Pourquoi parler de la police m'emmerde mais qu'écrire reste nécessaire

Le manque de doctrine

Au titre premier des choses qui m'emmerdent lorsqu'il s'agit d'écrire sur la Police est le manque affligeant de doctrine en Police Nationale. Alors oui, des efforts ont été faits par Cahuzac, pas du tout grâce à lui mais plutôt à cause des attentats durant son passage au MININT. Attentats qui, je vous rassure, ne lui sont pas directement imputables mais peuvent l'être indirectement auprès de Valls et Sarkozy pour avoir pris le contrôle d'un outil qu'ils ne maîtrisaient ni l'un ni l'autre et qu'ils n'auront fait que se détériorer gravement. 

Ils n'auront d'ailleurs jamais rendu de compte sur la réforme des RG et de la DST, ainsi que celui plus tard de la DCRI & la création de la SCRT. Après la vague d'attentat que la France a connu, cela aurait pu être le minimum que de créer une commission parlementaire à ce sujet, certainement que le vitriol était trop dangereux pour leur image médiatique.

Et c'est là où l'on se rend compte du manque de profondeur de la PN, puisque tout le monde y arrive sans rien n'y connaître et pensant être le Préfet Lépine.
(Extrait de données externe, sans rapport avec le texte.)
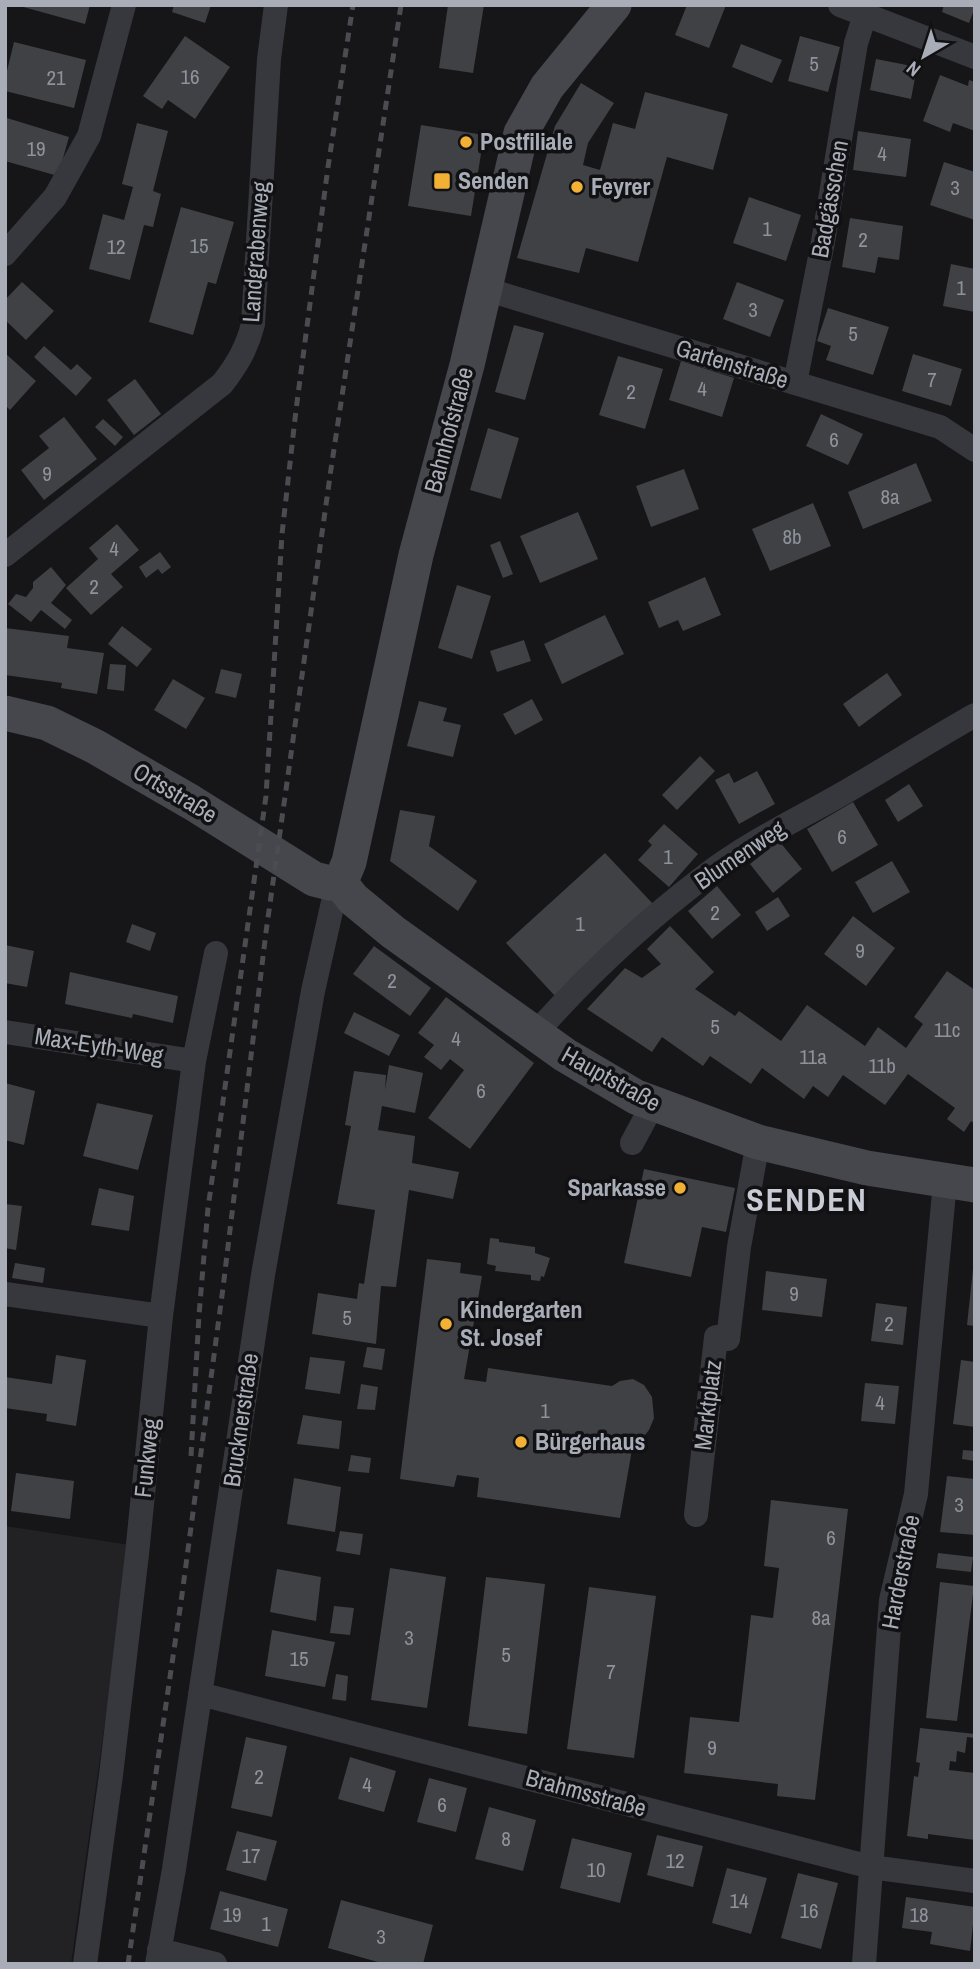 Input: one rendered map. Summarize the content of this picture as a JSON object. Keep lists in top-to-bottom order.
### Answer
{
  "streets": {
    "street": [
      "Badgässchen",
      "Landgrabenweg",
      "Gartenstraße",
      "Bahnhofstraße",
      "Ortsstraße",
      "Blumenweg",
      "Max-Eyth-Weg",
      "Hauptstraße",
      "Marktplatz",
      "Brucknerstraße",
      "Funkweg",
      "Harderstraße",
      "Brahmsstraße"
    ]
  },
  "crossings": [
    ["Badgässchen", "Gartenstraße"],
    ["Gartenstraße", "Bahnhofstraße"],
    ["Bahnhofstraße", "Ortsstraße"],
    ["Bahnhofstraße", "Hauptstraße"],
    ["Bahnhofstraße", "Brucknerstraße"],
    ["Ortsstraße", "Hauptstraße"],
    ["Ortsstraße", "Brucknerstraße"],
    ["Blumenweg", "Hauptstraße"],
    ["Max-Eyth-Weg", "Funkweg"],
    ["Hauptstraße", "Marktplatz"],
    ["Hauptstraße", "Brucknerstraße"],
    ["Hauptstraße", "Harderstraße"],
    ["Brucknerstraße", "Brahmsstraße"],
    ["Harderstraße", "Brahmsstraße"]
  ],
  "districts": ["SENDEN"],
  "places": {
    "other": [
      "Postfiliale",
      "Feyrer",
      "Sparkasse",
      "Kindergarten St. Josef",
      "Bürgerhaus"
    ],
    "transit": ["Senden"]
  },
  "house_numbers": [
    "5",
    "16",
    "21",
    "19",
    "4",
    "3",
    "1",
    "2",
    "15",
    "12",
    "1",
    "3",
    "5",
    "7",
    "4",
    "2",
    "6",
    "9",
    "8a",
    "8b",
    "4",
    "2",
    "6",
    "1",
    "2",
    "1",
    "9",
    "2",
    "5",
    "11c",
    "4",
    "11a",
    "11b",
    "6",
    "9",
    "5",
    "2",
    "4",
    "1",
    "3",
    "6",
    "8a",
    "3",
    "5",
    "15",
    "7",
    "9",
    "2",
    "4",
    "6",
    "8",
    "17",
    "12",
    "10",
    "14",
    "16",
    "19",
    "18",
    "1",
    "3"
  ],
  "north": "bottom left"
}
La PN, fragile, se laisse manier à convenance et ce depuis des années, d'abord formellement avec Pasqua et puis avec un peu tout le monde depuis.

Ce qu'on peut dire en revanche, et c'est paradoxal, c'est que la gauche a, la plupart du temps, mieux réussit la gestion de la police. Pourtant, si l'on devait mettre une note à cette gestion on n'irait pas beaucoup plus loin que "médiocre", c'est vous dire.

La bonne impulsion créée par Chevènement avec la première doctrine de Police Nationale jamais créée (en 1999) et puis la professionnalisation des polices municipales (en 2002), des actes maladroits dans leur forme mais nécessaires dans le fond ; ont malgré tout occultés la réalité des polices françaises : la trop forte politisation de ces dernières.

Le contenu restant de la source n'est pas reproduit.